_Work instruction_
Which lines below include "JSON"? Copy them all.

[[ Material to process, beginning ]]

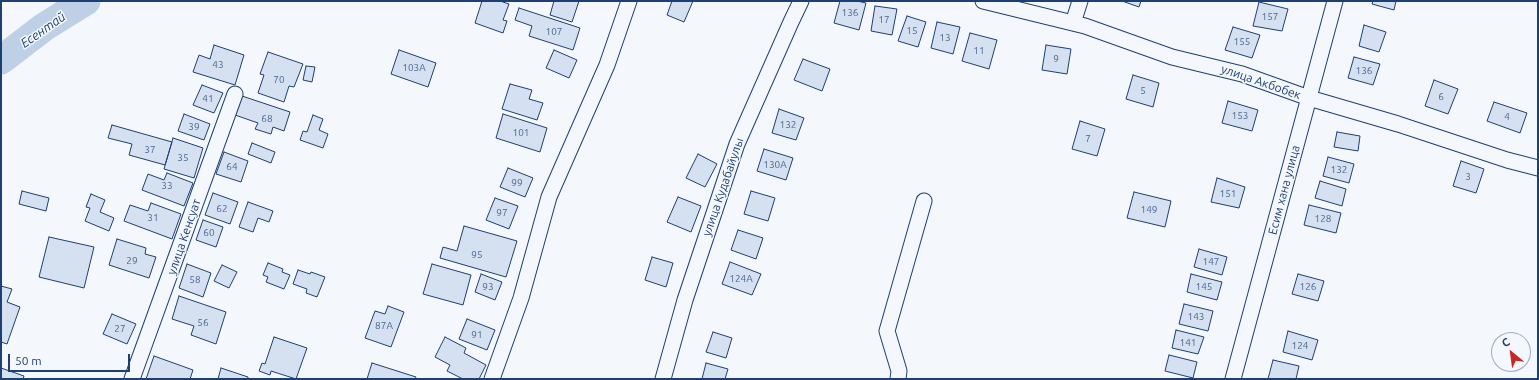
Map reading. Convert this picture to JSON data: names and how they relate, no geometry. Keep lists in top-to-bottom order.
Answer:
{
  "streets": {
    "street": [
      "улица Акбобек",
      "улица Кудабайулы",
      "Есим хана улица",
      "улица Кенсуат"
    ]
  },
  "crossings": [
    ["улица Акбобек", "Есим хана улица"]
  ],
  "water": ["Есентай"],
  "house_numbers": [
    "136",
    "157",
    "17",
    "15",
    "107",
    "13",
    "155",
    "11",
    "9",
    "43",
    "103А",
    "136",
    "70",
    "5",
    "6",
    "41",
    "153",
    "4",
    "68",
    "132",
    "39",
    "101",
    "7",
    "37",
    "35",
    "130А",
    "64",
    "132",
    "3",
    "99",
    "33",
    "151",
    "62",
    "149",
    "97",
    "31",
    "128",
    "60",
    "95",
    "29",
    "147",
    "124А",
    "58",
    "93",
    "145",
    "126",
    "143",
    "56",
    "87А",
    "27",
    "91",
    "141",
    "124"
  ],
  "scale_bar": "50 m",
  "north": "top left"
}
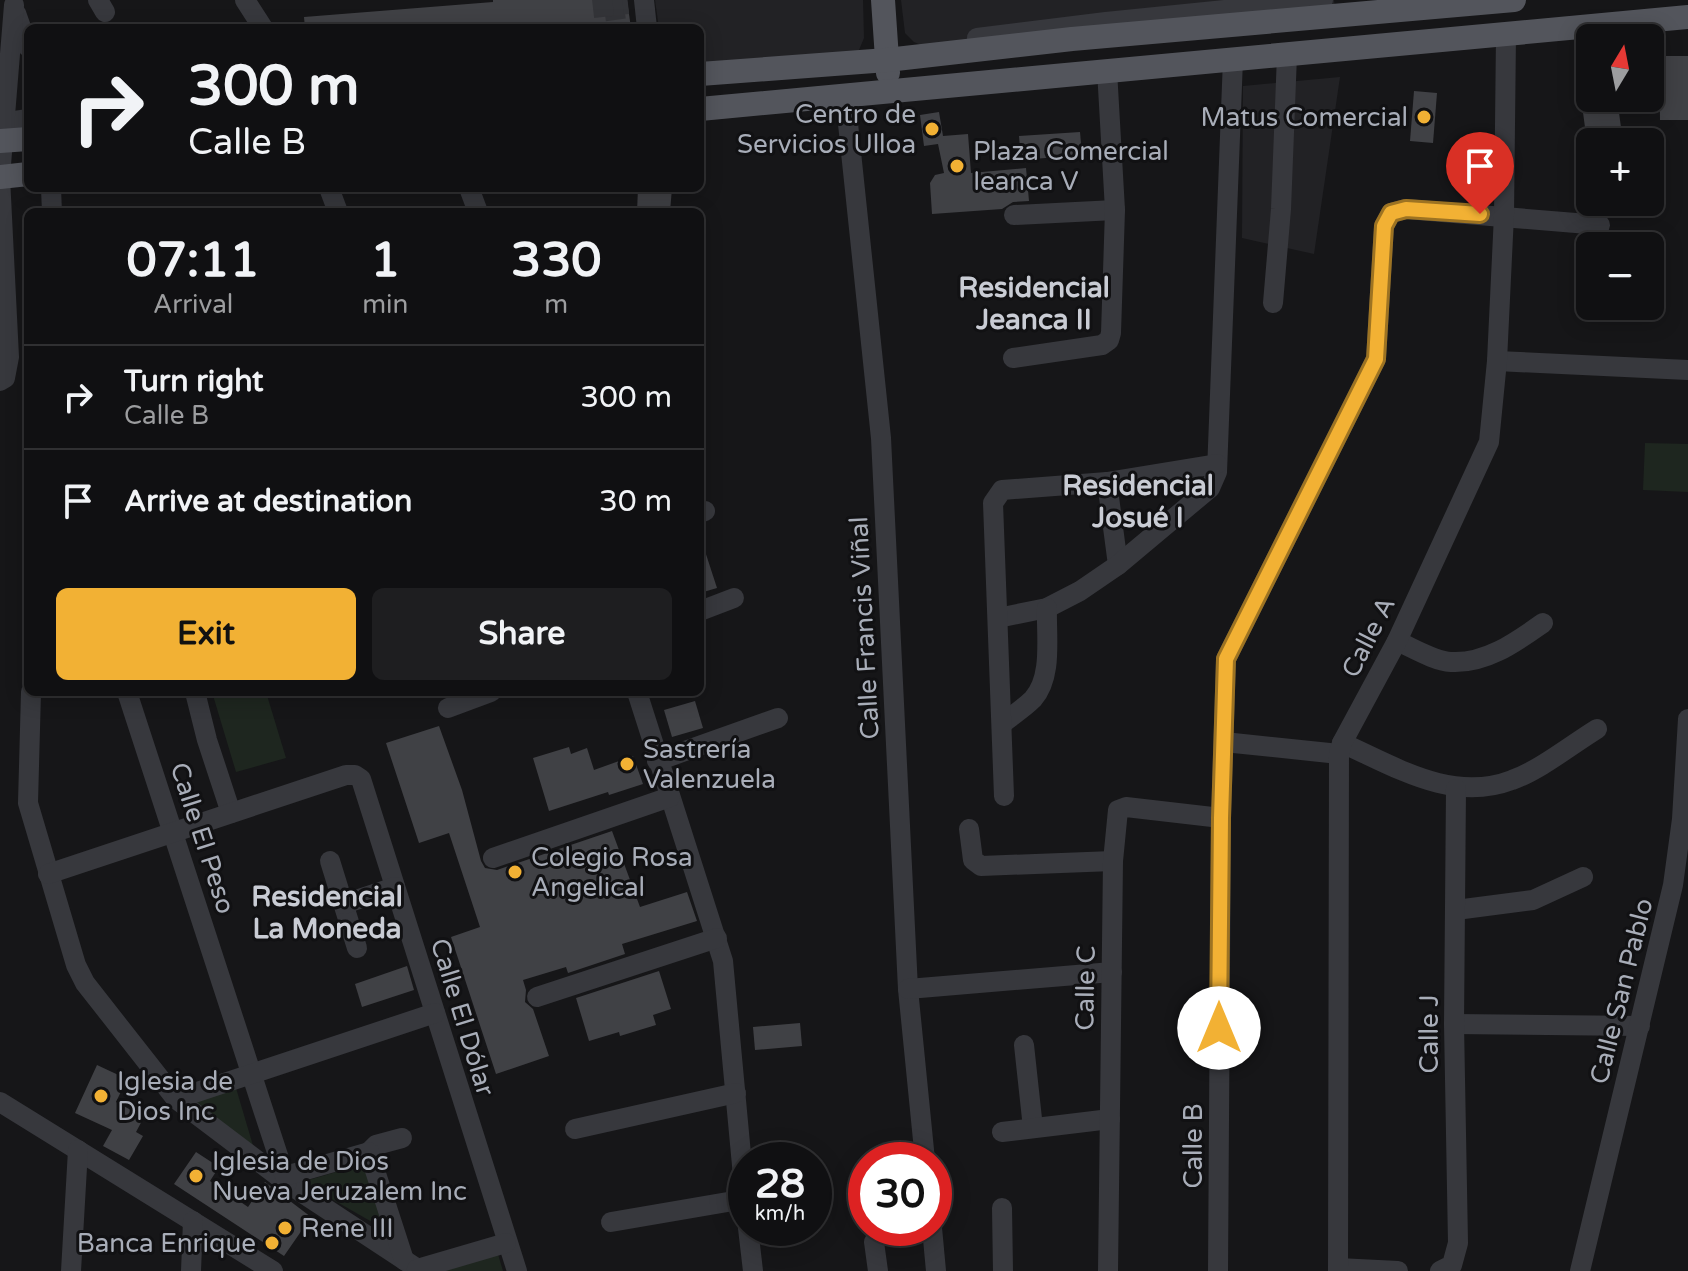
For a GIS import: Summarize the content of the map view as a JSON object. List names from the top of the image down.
{
  "streets": {
    "street": [
      "Calle Francis Viñal",
      "Calle A",
      "Calle El Peso",
      "Calle C",
      "Calle San Pablo",
      "Calle El Dólar",
      "Calle J",
      "Calle B"
    ]
  },
  "crossings": [
    ["Calle A", "Calle B"],
    ["Calle C", "Calle B"]
  ],
  "districts": ["Residencial Jeanca II", "Residencial Josué I", "Residencial La Moneda"],
  "places": [
    "Matus Comercial",
    "Centro de Servicios Ulloa",
    "Plaza Comercial Ieanca V",
    "Sastrería Valenzuela",
    "Colegio Rosa Angelical",
    "Iglesia de Dios Inc",
    "Iglesia de Dios Nueva Jeruzalem Inc",
    "Rene III",
    "Banca Enrique"
  ],
  "north": "top",
  "page": {
    "map_buttons": ["+", "−"],
    "turn": ["300 m", "Calle B"],
    "eta": [
      "07:11",
      "Arrival",
      "1",
      "min",
      "330",
      "m"
    ],
    "list": [
      {
        "name": "Turn right",
        "note": "Calle B",
        "value": "300 m"
      },
      {
        "name": "Arrive at destination",
        "value": "30 m"
      }
    ],
    "buttons": ["Exit", "Share"],
    "speed": "28 km/h",
    "limit": "30"
  }
}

[[ Material to process, end ]]

_Answer box_
Map reading. Convert this picture to JSON data: names and how they relate, no geometry. Keep lists in top-to-bottom order.
For a GIS import: Summarize the content of the map view as a JSON object. List names from the top of the image down.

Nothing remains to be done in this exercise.